We are encountering gradients that are incorrect in specific regime. Specifically, we have:

  • A custom solver, where the error estimate depends on a second call to the drift function or times
  • Adaptive stepping

Below is a simplified example. Basically, we just take Euler and do some trivial change for the sake of example (we have a more complicated solver, but have identified the root of the issue to be this here), but crucially it has a y error that depends on a recalculation of the drift function (note that with or without the stop gradients doesn't matter). There doesn't seem to be anything wrong with the PIDController since we also implemented a simple controlled and the same error shows up. If constant stepping is used, the gradients are accurate. Note that our finite difference is stable and we have tried epsilon from 1e-10 to 1e-3 and it shows consistent results.

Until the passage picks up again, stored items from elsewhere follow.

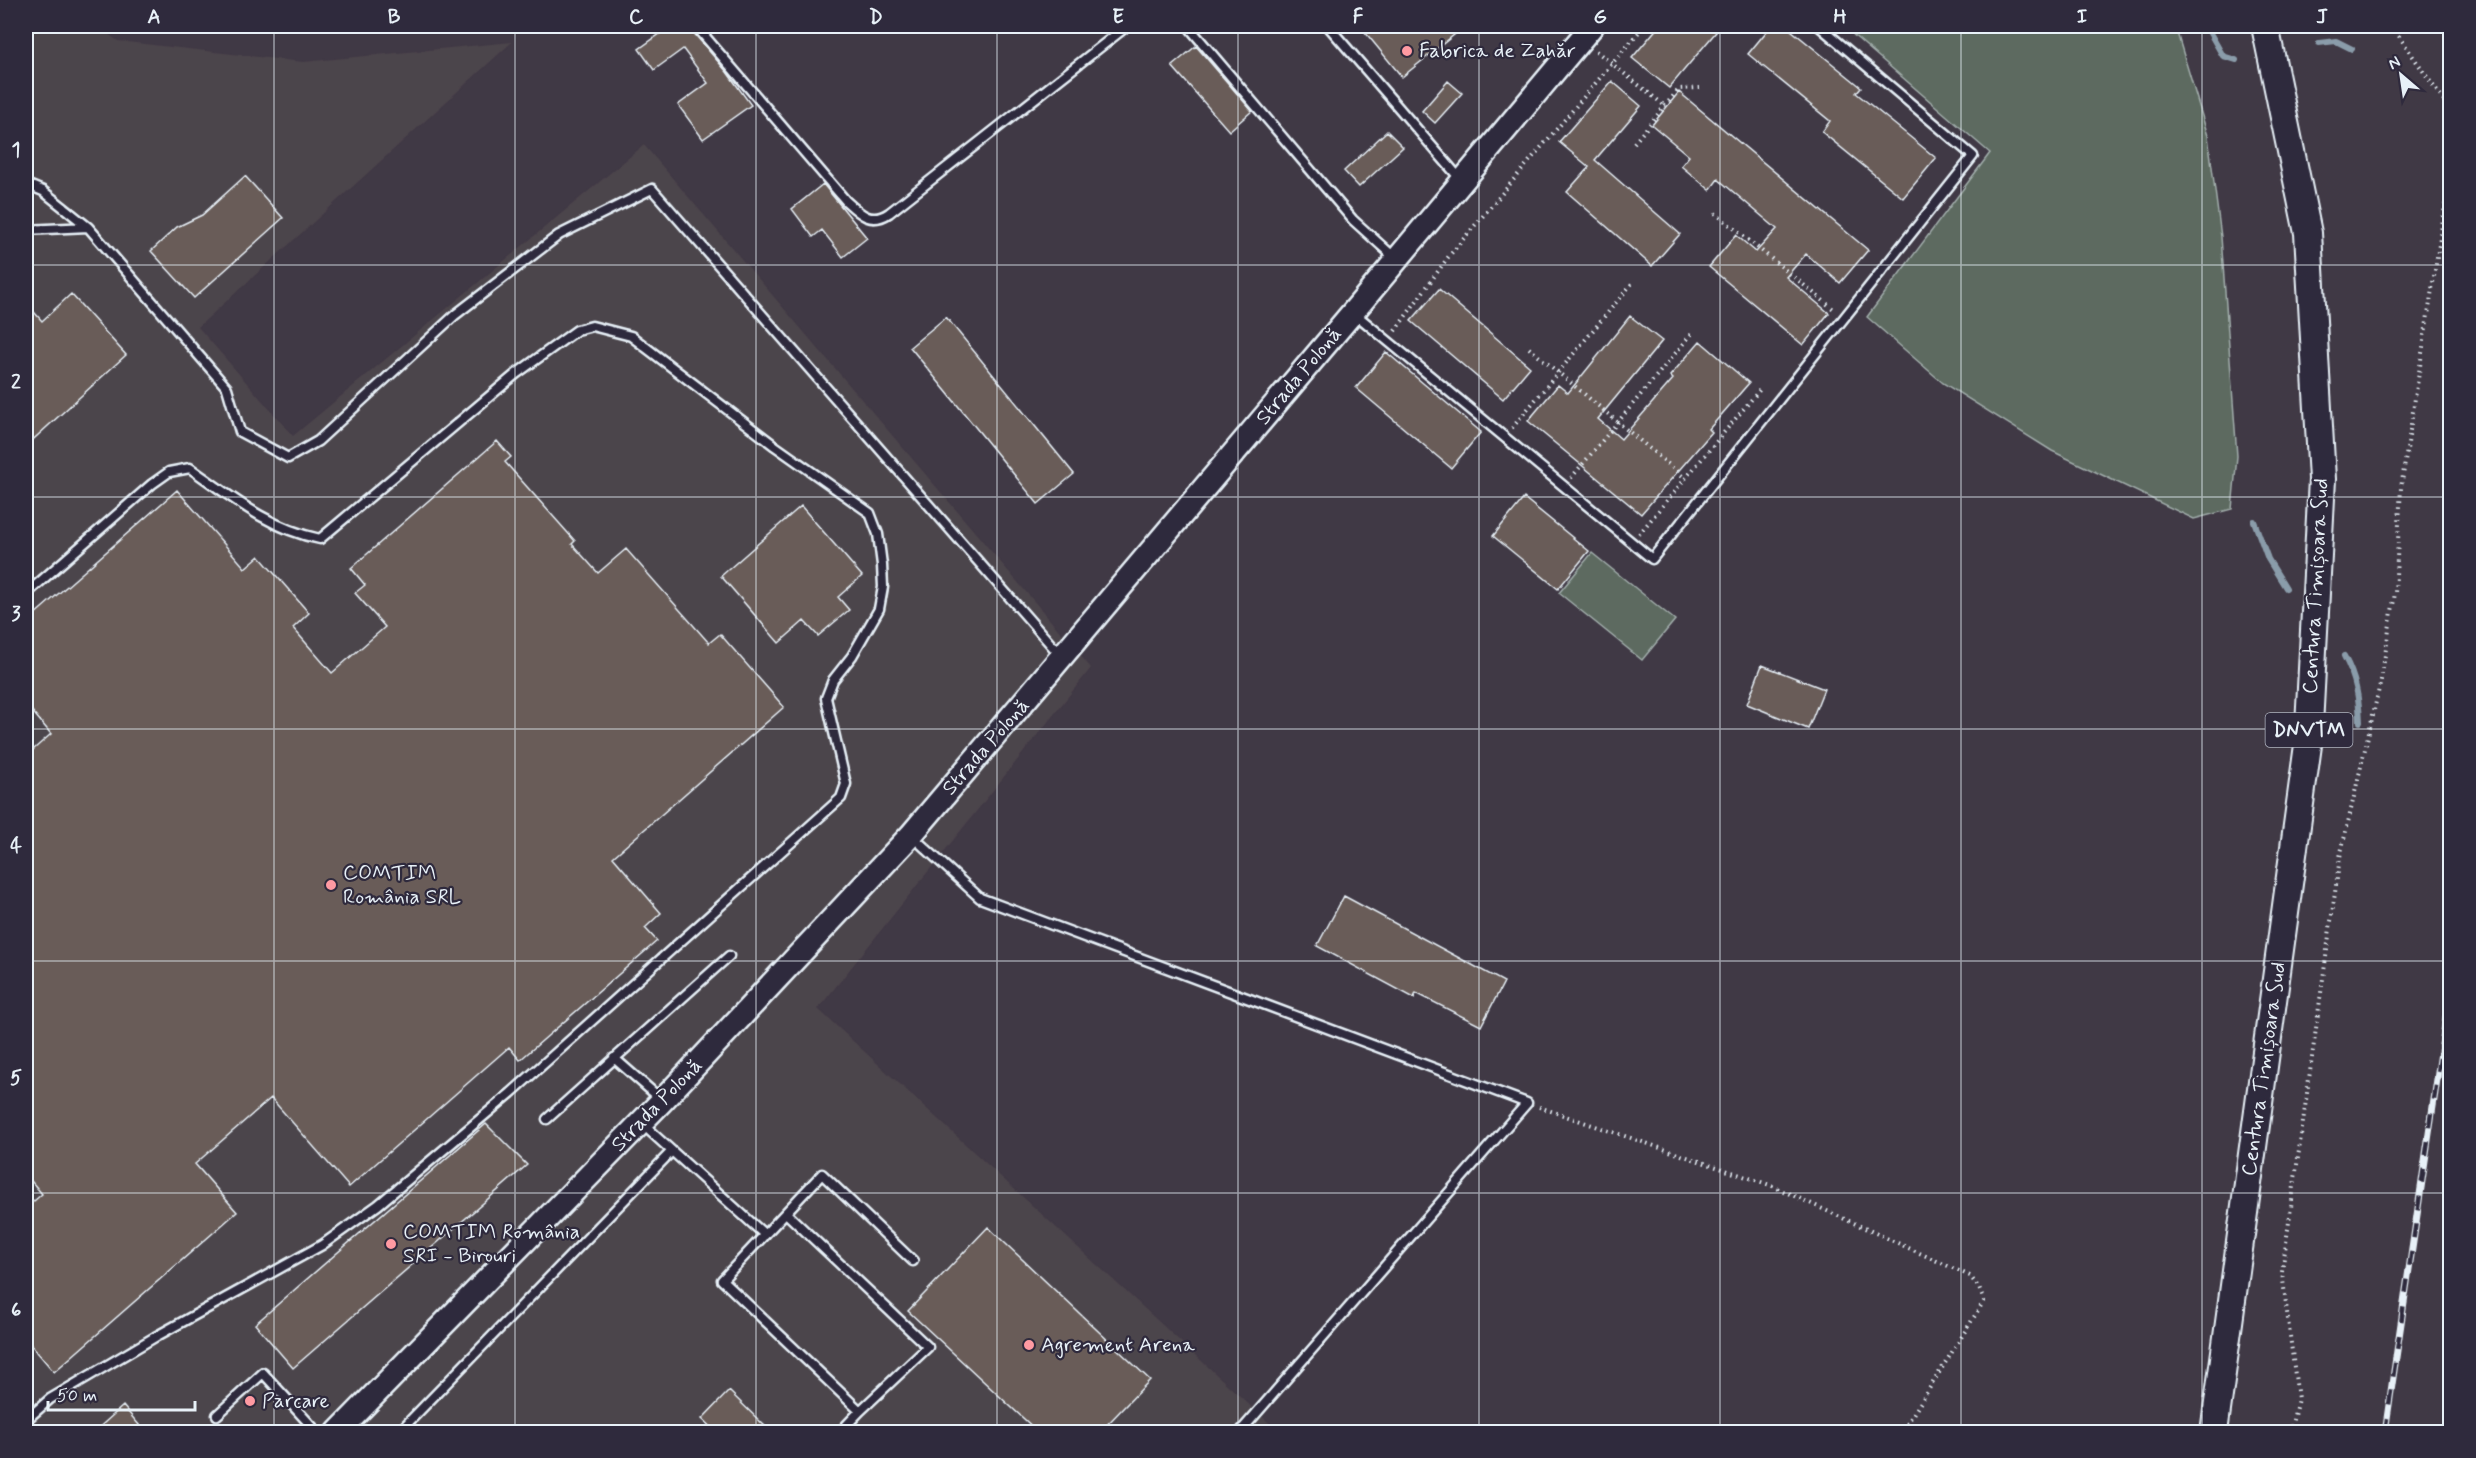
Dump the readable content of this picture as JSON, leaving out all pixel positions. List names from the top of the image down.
{
  "streets": {
    "main road": ["Strada Polonă", "Centura Timișoara Sud", "DNVTM"]
  },
  "places": [
    "Fabrica de Zahăr",
    "COMTIM România SRL",
    "COMTIM România SRI - Birouri",
    "Agrement Arena",
    "Parcare"
  ],
  "scale_bar": "50 m",
  "north": "top left",
  "grid": {
    "columns": [
      "A",
      "B",
      "C",
      "D",
      "E",
      "F",
      "G",
      "H",
      "I",
      "J"
    ],
    "rows": [
      "1",
      "2",
      "3",
      "4",
      "5",
      "6"
    ]
  }
}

The primal values are correct, but there is a difference in the gradient.

import jax

jax.config.update("jax_enable_x64", True)
import jax
from jax import numpy as jnp
import diffrax
from typing import ClassVar
import equinox as eqx
from equinox.internal import ω


class Test(diffrax.AbstractItoSolver):
    term_structure: ClassVar = diffrax.AbstractTerm
    interpolation_cls: ClassVar = diffrax.LocalLinearInterpolation

    def order(self, terms):
        return 1

    def strong_order(self, terms):
        return 0.5

    def init(
        self,
        terms,
        t0,
        t1,
        y0,
        args,
    ):
        return None

    def func(
        self,
        terms,
        t0,
        y0,
        args,
    ):
        return terms.vf(t0, y0, args)

    def step(
        self,
        terms,
        t0,
        t1,
        y0,
        args,
        solver_state,
        made_jump,
    ):
        del made_jump
        control = terms.contr(t0, t1)
        y1 = (y0**ω + terms.vf_prod(t0, y0, args, control) ** ω).ω

        drift = terms
        b = jax.lax.stop_gradient(drift.vf(t0, y0, args))
        y_error = jax.lax.stop_gradient(jnp.linalg.norm(b) * (t1 - t0))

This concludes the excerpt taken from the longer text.